> _Work instruction_:
Look through the data below for the line with "M1627,0H1772L1751,57L1623,11Z", and transcribe it exactly together with each line after it up to and including the line with "M1321,158C1325,150 1340,128 1341,120C1342,95". Give nothing else.

> _Materials provided_:
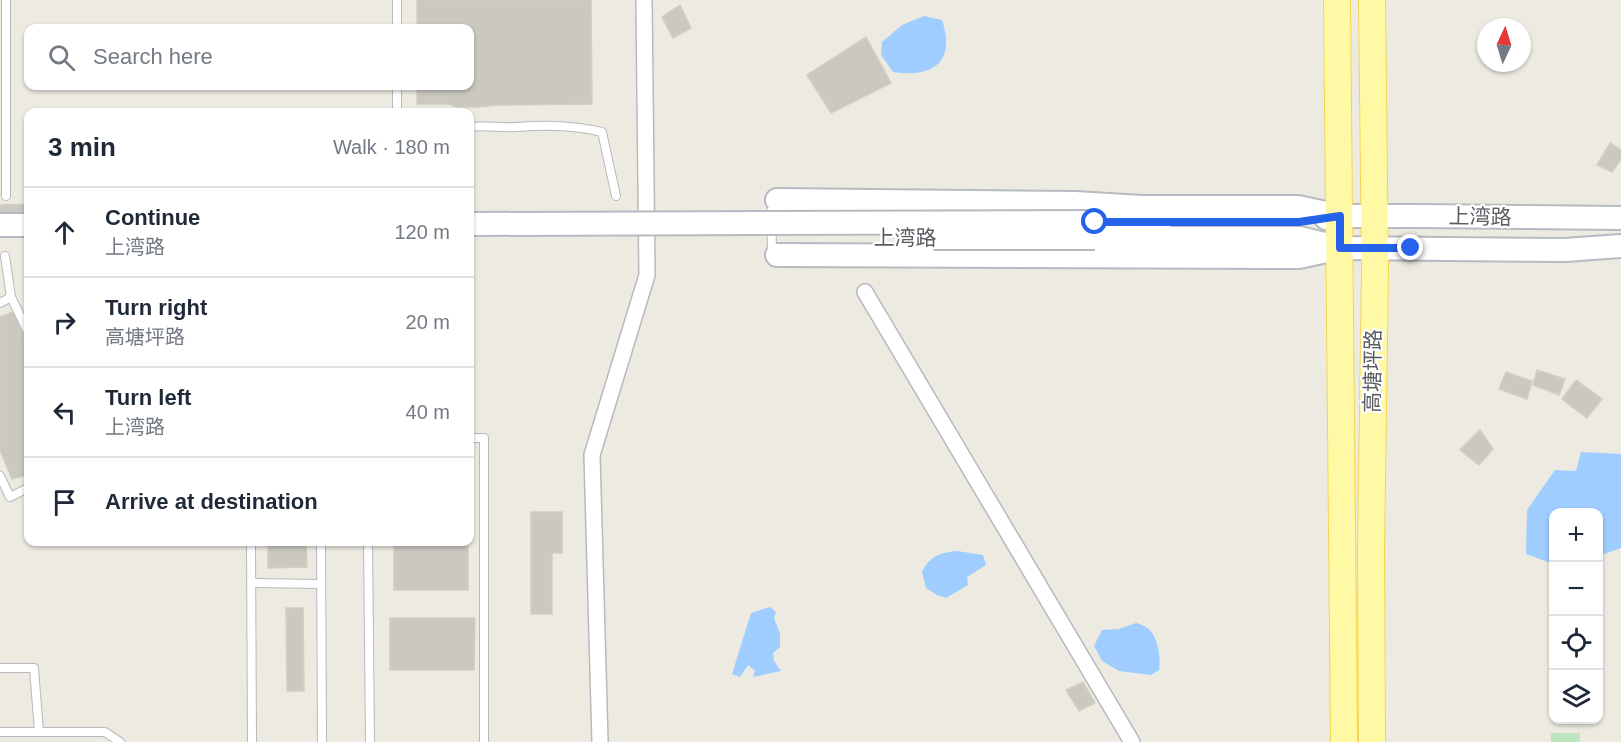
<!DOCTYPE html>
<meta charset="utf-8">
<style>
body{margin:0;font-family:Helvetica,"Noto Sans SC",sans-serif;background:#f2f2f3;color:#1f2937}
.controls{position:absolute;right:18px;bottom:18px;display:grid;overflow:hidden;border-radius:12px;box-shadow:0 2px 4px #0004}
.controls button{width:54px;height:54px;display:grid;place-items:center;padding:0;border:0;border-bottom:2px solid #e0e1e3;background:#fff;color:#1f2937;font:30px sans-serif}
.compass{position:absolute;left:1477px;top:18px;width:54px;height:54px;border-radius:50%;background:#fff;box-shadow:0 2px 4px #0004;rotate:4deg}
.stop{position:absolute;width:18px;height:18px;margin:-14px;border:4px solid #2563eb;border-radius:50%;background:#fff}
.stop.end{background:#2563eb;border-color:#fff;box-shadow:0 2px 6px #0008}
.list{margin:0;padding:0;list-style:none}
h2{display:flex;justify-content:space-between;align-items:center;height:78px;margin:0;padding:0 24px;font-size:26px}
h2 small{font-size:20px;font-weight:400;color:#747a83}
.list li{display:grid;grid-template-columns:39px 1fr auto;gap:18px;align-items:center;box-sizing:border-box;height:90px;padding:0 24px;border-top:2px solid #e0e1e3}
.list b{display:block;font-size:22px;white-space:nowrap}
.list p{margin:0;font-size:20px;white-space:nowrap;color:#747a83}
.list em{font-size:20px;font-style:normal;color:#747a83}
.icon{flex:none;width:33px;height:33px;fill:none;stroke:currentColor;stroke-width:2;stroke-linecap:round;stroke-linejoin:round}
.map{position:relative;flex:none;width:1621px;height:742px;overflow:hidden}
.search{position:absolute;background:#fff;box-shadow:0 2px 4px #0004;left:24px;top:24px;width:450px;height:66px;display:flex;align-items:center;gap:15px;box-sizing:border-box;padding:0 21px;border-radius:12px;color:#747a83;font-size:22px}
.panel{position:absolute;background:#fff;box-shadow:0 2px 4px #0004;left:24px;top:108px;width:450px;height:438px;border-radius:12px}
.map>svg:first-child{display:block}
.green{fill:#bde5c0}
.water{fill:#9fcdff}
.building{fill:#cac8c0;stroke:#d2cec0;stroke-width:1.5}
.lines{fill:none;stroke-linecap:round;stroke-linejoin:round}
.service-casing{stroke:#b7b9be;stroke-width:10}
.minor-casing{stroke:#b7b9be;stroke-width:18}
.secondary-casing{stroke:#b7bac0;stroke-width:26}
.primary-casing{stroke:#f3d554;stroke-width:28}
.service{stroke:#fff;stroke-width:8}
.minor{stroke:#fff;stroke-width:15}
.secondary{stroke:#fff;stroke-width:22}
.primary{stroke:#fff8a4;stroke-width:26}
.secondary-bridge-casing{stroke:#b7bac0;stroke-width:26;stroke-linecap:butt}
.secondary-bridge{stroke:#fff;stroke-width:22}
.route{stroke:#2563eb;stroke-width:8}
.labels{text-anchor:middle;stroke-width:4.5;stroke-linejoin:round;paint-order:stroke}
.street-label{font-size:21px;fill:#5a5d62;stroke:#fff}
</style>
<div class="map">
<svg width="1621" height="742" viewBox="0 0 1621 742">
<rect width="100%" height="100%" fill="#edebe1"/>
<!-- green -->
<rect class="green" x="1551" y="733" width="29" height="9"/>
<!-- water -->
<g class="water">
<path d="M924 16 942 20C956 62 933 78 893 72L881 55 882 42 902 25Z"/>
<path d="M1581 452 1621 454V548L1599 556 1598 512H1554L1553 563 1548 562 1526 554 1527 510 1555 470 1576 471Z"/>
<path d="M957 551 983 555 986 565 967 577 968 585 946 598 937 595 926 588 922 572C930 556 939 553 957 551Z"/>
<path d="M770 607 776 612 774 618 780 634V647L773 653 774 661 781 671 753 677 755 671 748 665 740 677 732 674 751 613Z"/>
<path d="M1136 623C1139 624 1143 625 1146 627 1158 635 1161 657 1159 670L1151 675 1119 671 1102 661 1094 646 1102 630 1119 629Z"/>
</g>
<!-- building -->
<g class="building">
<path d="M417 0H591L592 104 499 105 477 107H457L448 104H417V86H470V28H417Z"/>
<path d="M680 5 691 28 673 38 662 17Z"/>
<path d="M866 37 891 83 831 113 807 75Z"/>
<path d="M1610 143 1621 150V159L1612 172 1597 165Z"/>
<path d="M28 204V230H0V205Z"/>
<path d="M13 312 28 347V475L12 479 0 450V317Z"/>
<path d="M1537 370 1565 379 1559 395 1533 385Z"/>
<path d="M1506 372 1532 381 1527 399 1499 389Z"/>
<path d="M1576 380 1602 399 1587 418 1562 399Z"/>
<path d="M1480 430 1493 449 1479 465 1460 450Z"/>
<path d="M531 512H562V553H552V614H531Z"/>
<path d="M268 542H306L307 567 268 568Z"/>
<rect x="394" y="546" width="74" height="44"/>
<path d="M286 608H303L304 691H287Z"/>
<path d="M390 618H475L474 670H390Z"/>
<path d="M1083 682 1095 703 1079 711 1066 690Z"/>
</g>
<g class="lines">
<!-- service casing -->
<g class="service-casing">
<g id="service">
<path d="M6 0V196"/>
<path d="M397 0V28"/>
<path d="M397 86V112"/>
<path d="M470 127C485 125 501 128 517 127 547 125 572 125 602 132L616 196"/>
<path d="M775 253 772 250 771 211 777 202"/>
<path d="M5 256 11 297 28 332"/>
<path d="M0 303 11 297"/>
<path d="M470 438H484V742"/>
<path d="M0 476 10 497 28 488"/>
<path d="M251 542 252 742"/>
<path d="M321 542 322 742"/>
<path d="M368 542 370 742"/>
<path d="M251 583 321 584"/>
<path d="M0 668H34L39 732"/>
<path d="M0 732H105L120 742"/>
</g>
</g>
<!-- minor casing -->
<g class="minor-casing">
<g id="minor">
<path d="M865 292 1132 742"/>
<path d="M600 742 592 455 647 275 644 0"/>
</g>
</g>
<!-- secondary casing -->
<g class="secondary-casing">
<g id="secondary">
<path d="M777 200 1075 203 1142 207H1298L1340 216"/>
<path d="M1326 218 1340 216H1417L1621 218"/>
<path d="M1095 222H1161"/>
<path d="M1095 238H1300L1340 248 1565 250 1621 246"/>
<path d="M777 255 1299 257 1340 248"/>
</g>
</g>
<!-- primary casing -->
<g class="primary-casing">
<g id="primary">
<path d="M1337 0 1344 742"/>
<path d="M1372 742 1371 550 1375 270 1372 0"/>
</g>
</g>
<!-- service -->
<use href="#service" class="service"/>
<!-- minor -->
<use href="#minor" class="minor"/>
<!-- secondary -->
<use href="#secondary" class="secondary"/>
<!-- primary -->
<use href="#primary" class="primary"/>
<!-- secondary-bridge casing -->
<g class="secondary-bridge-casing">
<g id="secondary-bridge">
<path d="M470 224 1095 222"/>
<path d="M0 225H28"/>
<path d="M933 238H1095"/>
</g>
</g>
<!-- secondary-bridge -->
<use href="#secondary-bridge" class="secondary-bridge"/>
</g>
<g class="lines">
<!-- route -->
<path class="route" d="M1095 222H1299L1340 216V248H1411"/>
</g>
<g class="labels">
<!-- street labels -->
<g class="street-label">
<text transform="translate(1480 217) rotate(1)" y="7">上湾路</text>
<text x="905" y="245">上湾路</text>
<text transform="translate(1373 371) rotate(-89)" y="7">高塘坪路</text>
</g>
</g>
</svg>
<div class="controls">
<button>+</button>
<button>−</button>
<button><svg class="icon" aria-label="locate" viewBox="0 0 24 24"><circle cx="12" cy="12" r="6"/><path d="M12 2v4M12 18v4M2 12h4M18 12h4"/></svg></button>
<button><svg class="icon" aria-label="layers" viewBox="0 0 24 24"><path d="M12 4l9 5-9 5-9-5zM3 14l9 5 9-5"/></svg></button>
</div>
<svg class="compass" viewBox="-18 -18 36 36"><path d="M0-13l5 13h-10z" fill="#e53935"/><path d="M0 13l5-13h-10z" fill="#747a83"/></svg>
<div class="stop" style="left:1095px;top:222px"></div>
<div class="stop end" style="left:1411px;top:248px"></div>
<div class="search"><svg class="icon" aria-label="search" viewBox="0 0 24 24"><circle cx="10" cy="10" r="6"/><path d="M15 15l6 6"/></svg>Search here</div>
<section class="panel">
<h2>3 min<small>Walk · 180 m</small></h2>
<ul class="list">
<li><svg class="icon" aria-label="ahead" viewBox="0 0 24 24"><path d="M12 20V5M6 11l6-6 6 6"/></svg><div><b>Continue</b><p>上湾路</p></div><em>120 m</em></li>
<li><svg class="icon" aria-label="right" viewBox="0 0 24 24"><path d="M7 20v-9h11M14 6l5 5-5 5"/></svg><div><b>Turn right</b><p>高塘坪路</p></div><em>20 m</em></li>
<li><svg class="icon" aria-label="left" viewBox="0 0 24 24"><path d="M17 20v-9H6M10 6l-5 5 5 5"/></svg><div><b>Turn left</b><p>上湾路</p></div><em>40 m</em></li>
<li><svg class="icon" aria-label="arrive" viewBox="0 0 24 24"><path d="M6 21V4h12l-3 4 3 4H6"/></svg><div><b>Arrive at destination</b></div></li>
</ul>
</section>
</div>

==

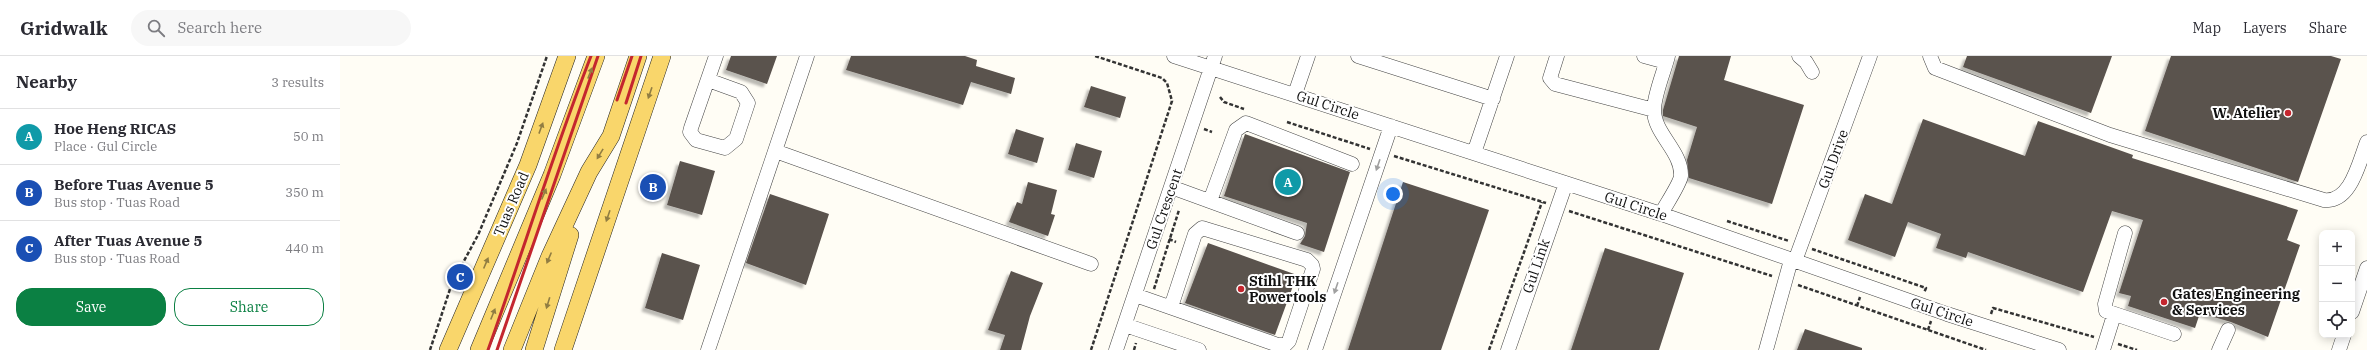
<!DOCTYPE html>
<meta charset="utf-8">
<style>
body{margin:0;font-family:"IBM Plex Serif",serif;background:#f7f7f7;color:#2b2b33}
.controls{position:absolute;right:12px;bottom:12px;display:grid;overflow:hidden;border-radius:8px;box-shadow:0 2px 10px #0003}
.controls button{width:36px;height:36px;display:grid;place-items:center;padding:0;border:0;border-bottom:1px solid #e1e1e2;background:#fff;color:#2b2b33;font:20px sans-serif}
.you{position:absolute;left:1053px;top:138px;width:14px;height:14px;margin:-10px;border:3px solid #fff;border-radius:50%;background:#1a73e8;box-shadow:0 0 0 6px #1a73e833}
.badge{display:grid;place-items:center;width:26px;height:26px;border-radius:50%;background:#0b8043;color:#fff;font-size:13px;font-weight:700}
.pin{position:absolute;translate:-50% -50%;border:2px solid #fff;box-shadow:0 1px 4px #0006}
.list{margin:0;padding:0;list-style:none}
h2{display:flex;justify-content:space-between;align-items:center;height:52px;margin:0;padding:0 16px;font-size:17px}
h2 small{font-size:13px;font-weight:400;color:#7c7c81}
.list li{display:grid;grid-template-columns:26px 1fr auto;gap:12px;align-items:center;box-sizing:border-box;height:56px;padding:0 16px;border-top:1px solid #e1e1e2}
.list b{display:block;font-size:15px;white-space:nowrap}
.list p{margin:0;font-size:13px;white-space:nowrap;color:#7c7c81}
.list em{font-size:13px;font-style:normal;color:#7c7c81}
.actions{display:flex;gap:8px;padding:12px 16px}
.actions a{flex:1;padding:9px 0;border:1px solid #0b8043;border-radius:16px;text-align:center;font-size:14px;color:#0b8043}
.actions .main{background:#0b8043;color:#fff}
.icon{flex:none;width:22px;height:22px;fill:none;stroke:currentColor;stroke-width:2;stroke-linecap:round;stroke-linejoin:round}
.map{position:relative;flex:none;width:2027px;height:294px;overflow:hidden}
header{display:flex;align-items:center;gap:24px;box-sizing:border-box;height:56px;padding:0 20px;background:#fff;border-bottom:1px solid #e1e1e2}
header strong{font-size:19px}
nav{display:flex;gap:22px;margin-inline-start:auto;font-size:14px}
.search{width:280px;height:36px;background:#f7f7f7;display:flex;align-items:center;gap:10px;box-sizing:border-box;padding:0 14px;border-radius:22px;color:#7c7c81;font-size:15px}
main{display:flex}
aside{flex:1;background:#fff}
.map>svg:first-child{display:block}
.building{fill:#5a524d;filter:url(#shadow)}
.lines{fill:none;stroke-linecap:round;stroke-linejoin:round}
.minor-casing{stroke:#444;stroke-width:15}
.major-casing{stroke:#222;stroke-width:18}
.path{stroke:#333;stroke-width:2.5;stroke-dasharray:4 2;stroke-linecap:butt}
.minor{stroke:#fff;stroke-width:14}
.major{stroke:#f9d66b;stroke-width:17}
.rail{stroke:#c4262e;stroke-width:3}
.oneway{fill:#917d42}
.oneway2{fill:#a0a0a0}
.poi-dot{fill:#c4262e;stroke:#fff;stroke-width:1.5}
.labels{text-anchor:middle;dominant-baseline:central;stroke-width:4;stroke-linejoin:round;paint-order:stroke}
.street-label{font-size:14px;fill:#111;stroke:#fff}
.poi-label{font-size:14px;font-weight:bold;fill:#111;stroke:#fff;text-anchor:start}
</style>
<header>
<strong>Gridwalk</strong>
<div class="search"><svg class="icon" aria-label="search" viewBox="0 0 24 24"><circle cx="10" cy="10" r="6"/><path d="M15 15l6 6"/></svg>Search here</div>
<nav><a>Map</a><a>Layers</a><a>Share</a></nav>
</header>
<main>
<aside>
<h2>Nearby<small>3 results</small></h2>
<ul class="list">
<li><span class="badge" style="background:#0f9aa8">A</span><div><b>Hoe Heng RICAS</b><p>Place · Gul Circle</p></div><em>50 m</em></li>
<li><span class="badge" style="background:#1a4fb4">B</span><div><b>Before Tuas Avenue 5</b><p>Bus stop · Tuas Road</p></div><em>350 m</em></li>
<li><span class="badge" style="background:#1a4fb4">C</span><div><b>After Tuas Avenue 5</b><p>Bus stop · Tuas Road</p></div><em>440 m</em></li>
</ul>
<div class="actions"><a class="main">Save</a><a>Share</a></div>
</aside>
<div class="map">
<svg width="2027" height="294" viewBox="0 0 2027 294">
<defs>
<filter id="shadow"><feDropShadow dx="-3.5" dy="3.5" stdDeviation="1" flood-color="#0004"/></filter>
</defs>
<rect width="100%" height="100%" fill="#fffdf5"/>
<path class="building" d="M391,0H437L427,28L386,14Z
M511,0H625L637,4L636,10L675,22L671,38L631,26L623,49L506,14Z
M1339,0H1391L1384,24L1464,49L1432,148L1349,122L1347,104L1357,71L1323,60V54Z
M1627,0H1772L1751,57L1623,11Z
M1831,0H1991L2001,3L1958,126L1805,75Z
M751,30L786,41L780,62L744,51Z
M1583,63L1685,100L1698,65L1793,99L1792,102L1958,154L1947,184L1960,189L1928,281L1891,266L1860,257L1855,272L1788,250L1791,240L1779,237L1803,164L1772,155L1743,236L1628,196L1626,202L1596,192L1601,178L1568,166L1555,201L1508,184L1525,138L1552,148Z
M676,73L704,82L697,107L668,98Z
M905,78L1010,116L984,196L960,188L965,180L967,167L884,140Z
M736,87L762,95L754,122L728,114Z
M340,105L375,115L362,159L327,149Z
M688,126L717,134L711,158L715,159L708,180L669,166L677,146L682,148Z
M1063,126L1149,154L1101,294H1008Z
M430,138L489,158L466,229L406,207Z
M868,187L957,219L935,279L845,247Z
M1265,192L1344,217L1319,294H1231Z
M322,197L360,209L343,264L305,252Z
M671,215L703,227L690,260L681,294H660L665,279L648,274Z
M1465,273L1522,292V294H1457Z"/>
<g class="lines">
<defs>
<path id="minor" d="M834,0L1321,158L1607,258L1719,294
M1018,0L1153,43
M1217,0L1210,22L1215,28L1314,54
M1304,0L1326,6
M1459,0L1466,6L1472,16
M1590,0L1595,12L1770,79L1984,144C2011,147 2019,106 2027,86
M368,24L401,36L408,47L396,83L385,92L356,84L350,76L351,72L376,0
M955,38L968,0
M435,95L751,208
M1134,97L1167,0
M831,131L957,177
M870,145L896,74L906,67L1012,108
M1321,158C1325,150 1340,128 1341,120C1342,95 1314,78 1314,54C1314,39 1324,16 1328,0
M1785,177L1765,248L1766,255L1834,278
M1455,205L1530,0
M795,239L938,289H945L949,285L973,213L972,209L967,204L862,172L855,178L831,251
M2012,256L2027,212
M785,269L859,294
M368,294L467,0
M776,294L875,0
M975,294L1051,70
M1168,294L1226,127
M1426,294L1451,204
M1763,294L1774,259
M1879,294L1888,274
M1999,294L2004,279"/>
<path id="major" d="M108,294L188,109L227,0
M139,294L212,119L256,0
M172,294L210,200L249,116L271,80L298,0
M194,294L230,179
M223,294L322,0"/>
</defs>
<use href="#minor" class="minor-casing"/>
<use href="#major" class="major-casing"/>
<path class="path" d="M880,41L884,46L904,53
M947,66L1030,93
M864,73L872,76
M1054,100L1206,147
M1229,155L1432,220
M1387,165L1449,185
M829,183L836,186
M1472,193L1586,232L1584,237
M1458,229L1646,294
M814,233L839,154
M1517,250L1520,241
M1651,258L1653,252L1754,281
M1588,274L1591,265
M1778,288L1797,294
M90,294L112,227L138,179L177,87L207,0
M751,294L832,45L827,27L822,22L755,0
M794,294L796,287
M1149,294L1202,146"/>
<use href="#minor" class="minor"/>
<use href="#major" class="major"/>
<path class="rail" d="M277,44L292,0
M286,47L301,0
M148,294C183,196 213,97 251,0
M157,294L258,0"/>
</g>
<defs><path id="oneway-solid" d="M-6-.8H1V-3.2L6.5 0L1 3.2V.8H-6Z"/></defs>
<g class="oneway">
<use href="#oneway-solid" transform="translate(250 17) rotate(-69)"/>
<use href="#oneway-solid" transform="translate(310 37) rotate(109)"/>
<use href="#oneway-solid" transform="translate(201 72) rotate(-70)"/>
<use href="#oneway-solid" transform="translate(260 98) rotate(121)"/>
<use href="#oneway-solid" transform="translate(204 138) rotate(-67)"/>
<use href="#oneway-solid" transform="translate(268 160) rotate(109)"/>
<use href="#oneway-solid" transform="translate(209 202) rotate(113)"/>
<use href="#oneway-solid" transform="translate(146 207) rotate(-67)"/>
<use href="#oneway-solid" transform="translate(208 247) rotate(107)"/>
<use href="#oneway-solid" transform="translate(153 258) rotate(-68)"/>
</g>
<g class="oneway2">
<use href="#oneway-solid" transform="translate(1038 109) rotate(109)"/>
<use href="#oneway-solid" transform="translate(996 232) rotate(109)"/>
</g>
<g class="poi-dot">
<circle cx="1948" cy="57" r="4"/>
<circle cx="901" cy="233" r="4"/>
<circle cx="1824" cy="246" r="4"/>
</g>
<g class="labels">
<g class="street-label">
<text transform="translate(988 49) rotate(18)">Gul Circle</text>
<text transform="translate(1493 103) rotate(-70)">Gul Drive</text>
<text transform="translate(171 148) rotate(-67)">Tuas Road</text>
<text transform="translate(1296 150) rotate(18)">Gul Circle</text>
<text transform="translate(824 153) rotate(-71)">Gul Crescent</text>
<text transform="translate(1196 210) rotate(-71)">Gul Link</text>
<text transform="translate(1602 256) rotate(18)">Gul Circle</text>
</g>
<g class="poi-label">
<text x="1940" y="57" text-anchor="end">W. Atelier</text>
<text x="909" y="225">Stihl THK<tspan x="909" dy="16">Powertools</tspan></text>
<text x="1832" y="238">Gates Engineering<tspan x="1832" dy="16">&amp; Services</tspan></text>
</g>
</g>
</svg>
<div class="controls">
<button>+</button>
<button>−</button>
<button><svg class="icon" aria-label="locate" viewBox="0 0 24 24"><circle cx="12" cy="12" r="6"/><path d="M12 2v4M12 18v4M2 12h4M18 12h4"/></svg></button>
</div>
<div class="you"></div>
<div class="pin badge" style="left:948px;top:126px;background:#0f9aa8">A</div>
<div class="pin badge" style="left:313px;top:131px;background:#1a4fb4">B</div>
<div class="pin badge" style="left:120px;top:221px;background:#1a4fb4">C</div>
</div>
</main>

> _Written solution_:
M1627,0H1772L1751,57L1623,11Z
M1831,0H1991L2001,3L1958,126L1805,75Z
M751,30L786,41L780,62L744,51Z
M1583,63L1685,100L1698,65L1793,99L1792,102L1958,154L1947,184L1960,189L1928,281L1891,266L1860,257L1855,272L1788,250L1791,240L1779,237L1803,164L1772,155L1743,236L1628,196L1626,202L1596,192L1601,178L1568,166L1555,201L1508,184L1525,138L1552,148Z
M676,73L704,82L697,107L668,98Z
M905,78L1010,116L984,196L960,188L965,180L967,167L884,140Z
M736,87L762,95L754,122L728,114Z
M340,105L375,115L362,159L327,149Z
M688,126L717,134L711,158L715,159L708,180L669,166L677,146L682,148Z
M1063,126L1149,154L1101,294H1008Z
M430,138L489,158L466,229L406,207Z
M868,187L957,219L935,279L845,247Z
M1265,192L1344,217L1319,294H1231Z
M322,197L360,209L343,264L305,252Z
M671,215L703,227L690,260L681,294H660L665,279L648,274Z
M1465,273L1522,292V294H1457Z"/>
<g class="lines">
<defs>
<path id="minor" d="M834,0L1321,158L1607,258L1719,294
M1018,0L1153,43
M1217,0L1210,22L1215,28L1314,54
M1304,0L1326,6
M1459,0L1466,6L1472,16
M1590,0L1595,12L1770,79L1984,144C2011,147 2019,106 2027,86
M368,24L401,36L408,47L396,83L385,92L356,84L350,76L351,72L376,0
M955,38L968,0
M435,95L751,208
M1134,97L1167,0
M831,131L957,177
M870,145L896,74L906,67L1012,108
M1321,158C1325,150 1340,128 1341,120C1342,95 1314,78 1314,54C1314,39 1324,16 1328,0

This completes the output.